Logradouro da infância: “moro na rua marginal, do bairro final de linha”. O endereço em que vivi por cerca de duas décadas foi interiorizado na minha trajetória acadêmica.

Na graduação, sentava nas cadeiras finais da minha turma de ciências sociais. Ocupava, ali, o lugar socialmente destinado a estar.

Cresci nos entornos da Universidade Federal de Sergipe, mas não encontrava a minha vizinhança dentro das salas de aula. Ela estava do lado de fora. Era o vigilante, o jardineiro, a cozinheira do restaurante universitário, e em grande massa as mulheres que limpavam a sala de aula em que eu estava.

Elas não me viam. E eu não as enxergavam. A gente só se olhava – e se identificava – quando cruzava a mesma estrada de terra que, cortando caminho, chegava mais rápido no conjunto Eduardo Gomes.

Voltava para o meu bairro e me sentia estranha por não ter tido o mesmo rumo que a juventude periférica, que eu cresci, teve. Por anos vivenciei uma segregação espacial e de relações sociais entre o viver universitário e o viver suburbano. Haviam cercas simbólicas para delimitar as distinções desses espaços.

Essa cartografia imaginária me fez acreditar que deveria sempre ocupar o “entorno”. Isto é, estar “em volta” de um grupo de pesquisa; no “entorno” de uma orientação acadêmica e, sobretudo, se avizinhar de um conhecimento científico.

Essa geografia de pertença da inferioridade levou a castração da minha potencialidade. A sabotagem intelectual produziu em mim uma negação cognitiva de possibilidades de fomentações teóricas e de ousadias de produção científica. Me coloquei no “beirar” da posse do conhecimento.

Isso porque me via no lugar da infância, da rua marginal, do final de linha.

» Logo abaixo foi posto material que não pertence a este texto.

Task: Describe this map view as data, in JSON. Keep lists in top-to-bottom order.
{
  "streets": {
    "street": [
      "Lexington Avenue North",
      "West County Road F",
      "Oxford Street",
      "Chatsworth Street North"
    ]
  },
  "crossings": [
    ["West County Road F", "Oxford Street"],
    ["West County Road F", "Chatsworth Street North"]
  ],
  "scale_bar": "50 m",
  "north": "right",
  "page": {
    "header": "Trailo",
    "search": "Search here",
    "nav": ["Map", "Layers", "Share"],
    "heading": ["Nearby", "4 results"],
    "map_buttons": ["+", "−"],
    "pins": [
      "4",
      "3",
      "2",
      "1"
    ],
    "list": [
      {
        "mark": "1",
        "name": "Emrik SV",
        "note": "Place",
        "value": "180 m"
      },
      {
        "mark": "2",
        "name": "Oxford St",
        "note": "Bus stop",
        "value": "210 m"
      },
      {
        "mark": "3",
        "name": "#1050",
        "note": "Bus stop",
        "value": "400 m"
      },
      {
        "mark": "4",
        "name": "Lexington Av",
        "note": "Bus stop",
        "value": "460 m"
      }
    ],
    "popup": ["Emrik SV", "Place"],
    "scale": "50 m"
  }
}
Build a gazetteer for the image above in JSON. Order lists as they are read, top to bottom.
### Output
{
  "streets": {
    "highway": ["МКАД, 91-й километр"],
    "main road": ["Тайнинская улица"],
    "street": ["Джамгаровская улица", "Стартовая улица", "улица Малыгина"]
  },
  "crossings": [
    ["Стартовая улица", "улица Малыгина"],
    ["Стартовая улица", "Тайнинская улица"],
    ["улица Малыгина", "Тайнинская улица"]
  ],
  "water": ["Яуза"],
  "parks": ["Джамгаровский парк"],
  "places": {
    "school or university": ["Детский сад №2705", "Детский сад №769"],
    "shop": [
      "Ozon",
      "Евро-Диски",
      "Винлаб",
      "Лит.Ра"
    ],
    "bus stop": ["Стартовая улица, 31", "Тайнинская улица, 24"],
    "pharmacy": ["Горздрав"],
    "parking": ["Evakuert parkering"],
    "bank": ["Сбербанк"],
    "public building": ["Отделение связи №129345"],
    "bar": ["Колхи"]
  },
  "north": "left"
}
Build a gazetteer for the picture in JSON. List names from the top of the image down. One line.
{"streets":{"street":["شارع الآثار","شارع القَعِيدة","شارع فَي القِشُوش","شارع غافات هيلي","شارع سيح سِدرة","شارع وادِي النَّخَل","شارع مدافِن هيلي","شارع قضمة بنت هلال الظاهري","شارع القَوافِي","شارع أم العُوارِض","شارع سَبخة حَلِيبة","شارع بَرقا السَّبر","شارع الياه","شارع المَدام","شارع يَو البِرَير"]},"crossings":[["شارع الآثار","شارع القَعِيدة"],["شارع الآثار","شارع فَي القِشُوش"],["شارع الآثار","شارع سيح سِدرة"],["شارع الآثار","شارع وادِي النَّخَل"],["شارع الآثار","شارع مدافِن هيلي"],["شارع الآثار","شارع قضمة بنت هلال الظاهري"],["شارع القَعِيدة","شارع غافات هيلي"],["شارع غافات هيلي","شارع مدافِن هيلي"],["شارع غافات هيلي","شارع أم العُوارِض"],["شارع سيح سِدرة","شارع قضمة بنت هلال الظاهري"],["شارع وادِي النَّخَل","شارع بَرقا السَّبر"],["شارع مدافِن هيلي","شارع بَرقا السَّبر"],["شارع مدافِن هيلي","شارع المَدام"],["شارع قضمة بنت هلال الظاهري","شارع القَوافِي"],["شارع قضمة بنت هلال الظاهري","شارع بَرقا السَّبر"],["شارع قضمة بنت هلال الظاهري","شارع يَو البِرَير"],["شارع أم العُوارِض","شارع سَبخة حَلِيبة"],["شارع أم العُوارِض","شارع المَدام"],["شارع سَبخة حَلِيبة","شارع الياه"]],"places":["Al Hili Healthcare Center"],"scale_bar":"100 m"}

Chegar a pós-graduação foi muito mais que comemorar esse espaço ocupado, pois não me via merecedora de estar ali. A meritocracia nunca amorteceu meu ego porque não compreendia egoicamente que era mérito. Mas sim um acidente vitimado pela ideia de “deixe a coitada aí”. Então, continuei sentando no final da fila das turmas de mestrado e do doutorado.

Ao começar a receber dinheiro pelo meu trabalho intelectual, e precisar cada vez mais de tempo abstrato para a produção dessa “mais-valia”, foi aí que o adoecimento psíquico deu sinais de urgência.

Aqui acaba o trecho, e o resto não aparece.